《めてみみ》綿花の収穫

2023/10/11 06:24 更新


 日に日に涼しさを感じるようになってきた。各地で栽培に取り組まれる綿花も、これから収穫期を迎える。社長を含めて多くの社員が集まり、収穫祭を開く企業もある。日本有数の栽培面積のタビオは代表例。目標だった1000平方メートル当たり100キロの収穫量も達成できるようになった。

 地元の奈良・広陵町で無農薬の綿花から靴下まで一貫生産することは、創業者である故越智直正氏の悲願の一つ。長靴に作業着で、綿花を摘んでいた姿が目に浮かぶ。失礼を承知の上で、本社のデスクワーク姿よりも作業着の方がよく似合うと感じたものだ。
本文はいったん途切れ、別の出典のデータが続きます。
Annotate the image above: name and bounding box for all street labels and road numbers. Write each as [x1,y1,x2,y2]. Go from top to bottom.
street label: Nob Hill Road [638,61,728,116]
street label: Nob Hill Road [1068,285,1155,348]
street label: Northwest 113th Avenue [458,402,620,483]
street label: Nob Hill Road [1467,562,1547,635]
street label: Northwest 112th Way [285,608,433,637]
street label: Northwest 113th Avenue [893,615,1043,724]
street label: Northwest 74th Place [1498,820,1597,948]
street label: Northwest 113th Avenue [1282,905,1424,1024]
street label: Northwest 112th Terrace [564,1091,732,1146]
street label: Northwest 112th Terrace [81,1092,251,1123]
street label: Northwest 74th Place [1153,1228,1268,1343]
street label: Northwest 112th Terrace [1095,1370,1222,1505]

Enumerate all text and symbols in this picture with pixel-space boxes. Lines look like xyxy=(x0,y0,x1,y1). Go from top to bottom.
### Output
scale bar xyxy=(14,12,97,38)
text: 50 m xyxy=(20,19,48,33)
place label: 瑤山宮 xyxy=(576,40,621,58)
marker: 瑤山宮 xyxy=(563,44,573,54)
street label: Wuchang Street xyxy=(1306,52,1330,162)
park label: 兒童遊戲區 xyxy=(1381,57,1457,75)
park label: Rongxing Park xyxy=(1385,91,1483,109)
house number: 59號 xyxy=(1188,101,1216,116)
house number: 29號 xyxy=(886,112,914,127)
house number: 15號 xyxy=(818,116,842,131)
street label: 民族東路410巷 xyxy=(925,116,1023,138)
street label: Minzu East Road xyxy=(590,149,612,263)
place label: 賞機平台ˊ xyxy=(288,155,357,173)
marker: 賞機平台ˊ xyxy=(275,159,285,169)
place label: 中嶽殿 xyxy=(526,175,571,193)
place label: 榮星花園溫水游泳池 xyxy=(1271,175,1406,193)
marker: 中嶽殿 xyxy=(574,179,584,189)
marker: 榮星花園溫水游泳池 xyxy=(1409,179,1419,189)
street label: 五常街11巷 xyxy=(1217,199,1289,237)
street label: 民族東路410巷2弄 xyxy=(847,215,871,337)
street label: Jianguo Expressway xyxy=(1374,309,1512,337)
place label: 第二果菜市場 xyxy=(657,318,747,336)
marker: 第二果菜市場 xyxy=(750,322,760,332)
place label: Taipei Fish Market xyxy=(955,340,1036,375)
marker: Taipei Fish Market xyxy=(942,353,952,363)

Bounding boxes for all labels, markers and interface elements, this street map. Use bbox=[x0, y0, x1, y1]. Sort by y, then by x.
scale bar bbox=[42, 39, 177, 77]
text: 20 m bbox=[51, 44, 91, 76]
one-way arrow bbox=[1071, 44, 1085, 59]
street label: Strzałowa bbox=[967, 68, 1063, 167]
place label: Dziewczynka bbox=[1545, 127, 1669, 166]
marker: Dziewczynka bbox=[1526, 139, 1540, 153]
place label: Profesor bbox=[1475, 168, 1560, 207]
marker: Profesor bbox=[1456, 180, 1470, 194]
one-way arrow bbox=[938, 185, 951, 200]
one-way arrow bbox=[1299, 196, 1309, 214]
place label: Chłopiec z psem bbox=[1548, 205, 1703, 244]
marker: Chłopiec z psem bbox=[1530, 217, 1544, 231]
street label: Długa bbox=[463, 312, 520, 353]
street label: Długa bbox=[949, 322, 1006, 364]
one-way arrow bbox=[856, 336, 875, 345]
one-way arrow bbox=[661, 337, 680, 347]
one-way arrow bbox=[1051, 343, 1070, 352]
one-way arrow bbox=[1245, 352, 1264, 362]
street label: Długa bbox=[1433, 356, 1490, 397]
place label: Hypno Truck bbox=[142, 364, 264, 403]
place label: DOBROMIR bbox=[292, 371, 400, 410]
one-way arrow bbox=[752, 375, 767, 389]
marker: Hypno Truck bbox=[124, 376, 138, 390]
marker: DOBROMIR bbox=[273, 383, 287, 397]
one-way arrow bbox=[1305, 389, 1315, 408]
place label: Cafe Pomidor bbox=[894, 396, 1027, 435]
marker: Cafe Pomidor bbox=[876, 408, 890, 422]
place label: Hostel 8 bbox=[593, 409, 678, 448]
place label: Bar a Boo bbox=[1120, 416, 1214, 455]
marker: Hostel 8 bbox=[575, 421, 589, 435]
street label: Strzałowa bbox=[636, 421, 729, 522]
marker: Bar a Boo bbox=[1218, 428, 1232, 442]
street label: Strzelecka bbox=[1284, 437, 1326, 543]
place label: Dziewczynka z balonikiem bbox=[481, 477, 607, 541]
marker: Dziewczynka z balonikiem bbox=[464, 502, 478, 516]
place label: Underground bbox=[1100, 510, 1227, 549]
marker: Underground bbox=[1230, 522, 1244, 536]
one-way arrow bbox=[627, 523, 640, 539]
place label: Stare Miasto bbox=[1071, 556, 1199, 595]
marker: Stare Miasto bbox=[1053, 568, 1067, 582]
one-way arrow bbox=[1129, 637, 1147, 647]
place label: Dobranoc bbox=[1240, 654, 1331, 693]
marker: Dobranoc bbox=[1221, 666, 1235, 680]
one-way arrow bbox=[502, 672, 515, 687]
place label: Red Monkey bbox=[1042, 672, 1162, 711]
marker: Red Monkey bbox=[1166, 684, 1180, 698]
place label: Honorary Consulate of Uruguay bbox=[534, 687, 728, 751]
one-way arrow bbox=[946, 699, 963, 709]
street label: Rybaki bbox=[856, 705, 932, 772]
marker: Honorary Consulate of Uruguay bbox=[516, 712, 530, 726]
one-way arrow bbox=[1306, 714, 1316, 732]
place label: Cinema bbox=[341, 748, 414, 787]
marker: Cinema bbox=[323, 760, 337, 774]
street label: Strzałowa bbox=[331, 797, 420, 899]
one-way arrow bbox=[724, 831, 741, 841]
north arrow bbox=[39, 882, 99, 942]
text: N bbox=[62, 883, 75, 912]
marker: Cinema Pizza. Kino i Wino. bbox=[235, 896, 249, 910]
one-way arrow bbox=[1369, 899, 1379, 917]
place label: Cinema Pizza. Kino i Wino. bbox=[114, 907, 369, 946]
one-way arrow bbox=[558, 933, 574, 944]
 奈良ではまた、新しいプロジェクトが始動した。研究開発や物流拠点であるタビオ奈良。EC拡大に伴う物量の増加や、「物流2024年問題」などを背景に、物流や情報発信の機能を持つ新しい拠点を構想中だ。概要はまだ白紙だが、既に隣接する土地の取得を終えた。

 目指すのは「世界最先端の物流センター」。そう聞くと、巨大な立体倉庫やソーターが次々と商品を飛ばすようなイメージだが、「ソーターで靴下を飛ばすような機器の導入は難しいかな。会長が存命なら『靴下を粗末に扱うような機器はいらん』と、どなられそうな気がして」。タビオ奈良を統括する真砂輝男取締役は苦笑する。時が流れても、創業者の思いは受け継がれていく。